La grulla es un símbolo de paz y vida para el pueblo japonés. En un cuento se dice que si reunes mil grullas de papel y haces una plegaria a los dioses, te curas de cualquier enfermedad. Los desastres naturales son como enfermedades de la tierra, así que me gustaría conocer el noble arte del origami y poder hacer mil grullas de papel, para esa gente tan noble y que lo está pasando tan mal.

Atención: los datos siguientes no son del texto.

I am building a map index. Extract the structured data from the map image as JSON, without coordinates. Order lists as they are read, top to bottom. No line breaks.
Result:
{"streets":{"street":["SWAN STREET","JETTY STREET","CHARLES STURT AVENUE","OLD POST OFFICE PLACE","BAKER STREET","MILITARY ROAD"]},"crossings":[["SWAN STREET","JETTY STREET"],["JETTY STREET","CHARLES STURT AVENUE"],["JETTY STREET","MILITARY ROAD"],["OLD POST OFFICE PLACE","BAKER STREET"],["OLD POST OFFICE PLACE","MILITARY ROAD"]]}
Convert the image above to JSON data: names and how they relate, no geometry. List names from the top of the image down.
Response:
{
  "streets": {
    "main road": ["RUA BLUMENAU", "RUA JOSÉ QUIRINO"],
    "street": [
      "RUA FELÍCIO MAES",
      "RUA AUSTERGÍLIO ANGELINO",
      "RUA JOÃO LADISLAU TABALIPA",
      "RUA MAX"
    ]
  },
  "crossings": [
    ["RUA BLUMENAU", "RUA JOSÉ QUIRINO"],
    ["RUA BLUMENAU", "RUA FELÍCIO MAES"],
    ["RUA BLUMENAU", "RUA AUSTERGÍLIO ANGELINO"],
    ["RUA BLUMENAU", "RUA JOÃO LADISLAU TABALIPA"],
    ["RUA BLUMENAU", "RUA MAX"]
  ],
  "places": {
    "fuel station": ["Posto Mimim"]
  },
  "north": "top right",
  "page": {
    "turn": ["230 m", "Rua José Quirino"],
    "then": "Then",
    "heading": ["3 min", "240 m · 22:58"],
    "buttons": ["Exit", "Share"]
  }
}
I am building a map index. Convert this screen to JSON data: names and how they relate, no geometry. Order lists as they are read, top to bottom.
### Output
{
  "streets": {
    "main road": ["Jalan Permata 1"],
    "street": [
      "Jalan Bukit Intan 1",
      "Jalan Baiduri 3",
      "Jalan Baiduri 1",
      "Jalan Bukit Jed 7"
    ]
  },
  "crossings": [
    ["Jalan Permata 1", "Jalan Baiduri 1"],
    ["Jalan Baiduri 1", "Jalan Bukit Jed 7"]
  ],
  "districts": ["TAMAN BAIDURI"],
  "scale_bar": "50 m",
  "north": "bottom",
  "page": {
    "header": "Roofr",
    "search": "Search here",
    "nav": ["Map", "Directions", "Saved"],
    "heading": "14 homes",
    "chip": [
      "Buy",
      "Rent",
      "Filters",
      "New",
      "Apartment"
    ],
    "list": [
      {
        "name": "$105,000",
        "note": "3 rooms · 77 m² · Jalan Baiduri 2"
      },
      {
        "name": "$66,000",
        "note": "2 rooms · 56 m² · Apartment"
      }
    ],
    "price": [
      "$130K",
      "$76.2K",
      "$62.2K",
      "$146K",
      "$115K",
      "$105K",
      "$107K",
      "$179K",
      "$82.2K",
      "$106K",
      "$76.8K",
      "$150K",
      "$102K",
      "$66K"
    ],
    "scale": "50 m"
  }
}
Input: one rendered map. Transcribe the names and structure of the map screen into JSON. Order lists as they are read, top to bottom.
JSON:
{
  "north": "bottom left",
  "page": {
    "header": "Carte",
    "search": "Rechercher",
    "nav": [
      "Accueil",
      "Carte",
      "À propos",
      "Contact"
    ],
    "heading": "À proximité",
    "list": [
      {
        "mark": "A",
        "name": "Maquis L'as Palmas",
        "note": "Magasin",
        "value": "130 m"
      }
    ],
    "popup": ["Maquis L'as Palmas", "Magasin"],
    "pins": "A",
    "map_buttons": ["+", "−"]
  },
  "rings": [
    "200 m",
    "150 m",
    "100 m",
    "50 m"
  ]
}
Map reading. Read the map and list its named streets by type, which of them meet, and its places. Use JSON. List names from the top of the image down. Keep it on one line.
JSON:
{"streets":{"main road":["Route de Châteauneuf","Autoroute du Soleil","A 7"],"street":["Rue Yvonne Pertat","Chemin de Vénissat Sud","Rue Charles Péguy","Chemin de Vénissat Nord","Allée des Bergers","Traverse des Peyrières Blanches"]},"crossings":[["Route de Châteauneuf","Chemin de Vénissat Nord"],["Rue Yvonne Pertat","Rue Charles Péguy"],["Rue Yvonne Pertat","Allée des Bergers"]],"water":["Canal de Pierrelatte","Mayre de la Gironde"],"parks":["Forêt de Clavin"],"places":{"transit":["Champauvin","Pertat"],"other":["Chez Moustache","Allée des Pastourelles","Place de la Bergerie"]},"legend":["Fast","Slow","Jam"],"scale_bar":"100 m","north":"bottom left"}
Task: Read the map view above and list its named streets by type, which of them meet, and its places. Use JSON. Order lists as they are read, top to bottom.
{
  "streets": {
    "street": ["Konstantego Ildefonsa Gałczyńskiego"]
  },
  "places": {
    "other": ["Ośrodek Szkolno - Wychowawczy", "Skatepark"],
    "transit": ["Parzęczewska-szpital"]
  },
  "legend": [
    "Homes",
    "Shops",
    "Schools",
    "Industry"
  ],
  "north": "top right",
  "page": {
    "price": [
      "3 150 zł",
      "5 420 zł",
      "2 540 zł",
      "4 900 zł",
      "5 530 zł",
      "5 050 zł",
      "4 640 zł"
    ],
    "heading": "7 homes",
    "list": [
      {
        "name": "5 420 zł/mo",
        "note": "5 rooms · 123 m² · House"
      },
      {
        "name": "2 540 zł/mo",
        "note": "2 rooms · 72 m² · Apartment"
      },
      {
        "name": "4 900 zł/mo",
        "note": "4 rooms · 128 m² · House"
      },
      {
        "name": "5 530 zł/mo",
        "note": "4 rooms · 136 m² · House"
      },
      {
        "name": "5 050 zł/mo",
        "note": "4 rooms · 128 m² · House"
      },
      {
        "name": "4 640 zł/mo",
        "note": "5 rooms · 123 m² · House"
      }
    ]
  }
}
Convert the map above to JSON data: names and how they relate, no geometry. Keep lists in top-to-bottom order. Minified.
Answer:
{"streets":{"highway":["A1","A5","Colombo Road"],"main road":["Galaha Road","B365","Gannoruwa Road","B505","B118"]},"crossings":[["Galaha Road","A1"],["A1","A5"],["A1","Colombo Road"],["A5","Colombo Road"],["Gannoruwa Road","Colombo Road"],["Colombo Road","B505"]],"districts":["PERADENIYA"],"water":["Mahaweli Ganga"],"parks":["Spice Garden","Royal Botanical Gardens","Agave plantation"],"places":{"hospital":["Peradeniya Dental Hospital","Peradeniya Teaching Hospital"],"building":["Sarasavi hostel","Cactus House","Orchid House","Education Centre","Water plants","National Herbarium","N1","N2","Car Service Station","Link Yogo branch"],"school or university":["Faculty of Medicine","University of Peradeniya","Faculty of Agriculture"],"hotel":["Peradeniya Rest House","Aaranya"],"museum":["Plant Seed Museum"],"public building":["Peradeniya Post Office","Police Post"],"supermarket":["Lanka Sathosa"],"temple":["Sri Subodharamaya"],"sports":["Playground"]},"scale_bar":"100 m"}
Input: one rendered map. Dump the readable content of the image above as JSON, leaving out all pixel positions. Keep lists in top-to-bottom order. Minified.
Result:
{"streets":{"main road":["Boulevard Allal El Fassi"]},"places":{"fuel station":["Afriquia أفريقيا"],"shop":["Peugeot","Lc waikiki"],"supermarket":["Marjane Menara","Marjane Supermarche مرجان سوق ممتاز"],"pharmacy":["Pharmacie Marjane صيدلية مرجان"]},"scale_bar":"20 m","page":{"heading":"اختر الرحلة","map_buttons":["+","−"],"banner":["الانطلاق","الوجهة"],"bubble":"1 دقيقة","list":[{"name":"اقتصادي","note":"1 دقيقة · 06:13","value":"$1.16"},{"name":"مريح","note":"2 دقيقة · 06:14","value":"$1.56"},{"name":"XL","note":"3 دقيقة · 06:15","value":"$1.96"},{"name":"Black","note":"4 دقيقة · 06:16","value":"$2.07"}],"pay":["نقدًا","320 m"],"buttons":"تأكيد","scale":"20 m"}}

Cuando yo era muy muy pequeñita, estuve muy muy mala; durante meses no paraba de entrar y salir de hospitales, me sentía como se deben sentir los ratones de laboratorio con tanta aguja, pruebas, jaulas. Recuerdo cuando los médicos le dieron la mala noticia a mi madre, que había muy pocas posibilidades de que saliera de esa, ahí escuché por primera vez la palabra muerte, y empezé a preguntarme cómo sería (los médicos, tal vez, pensaban que una niña tan pequeña no iba a entender esas palabras, pero los niños no son tontos  – no todos – ni sordos). Sabía que algo malo pasaba, porque mi madre no hablaba durante el trayecto del hospital a casa, veía que aguantaba las ganas de llorar y no me soltaba la mano.  Que mi madre no hable es un mal presagio. Ese sentimiento me contagió, y yo también estaba muy triste, y sobre todo confundida.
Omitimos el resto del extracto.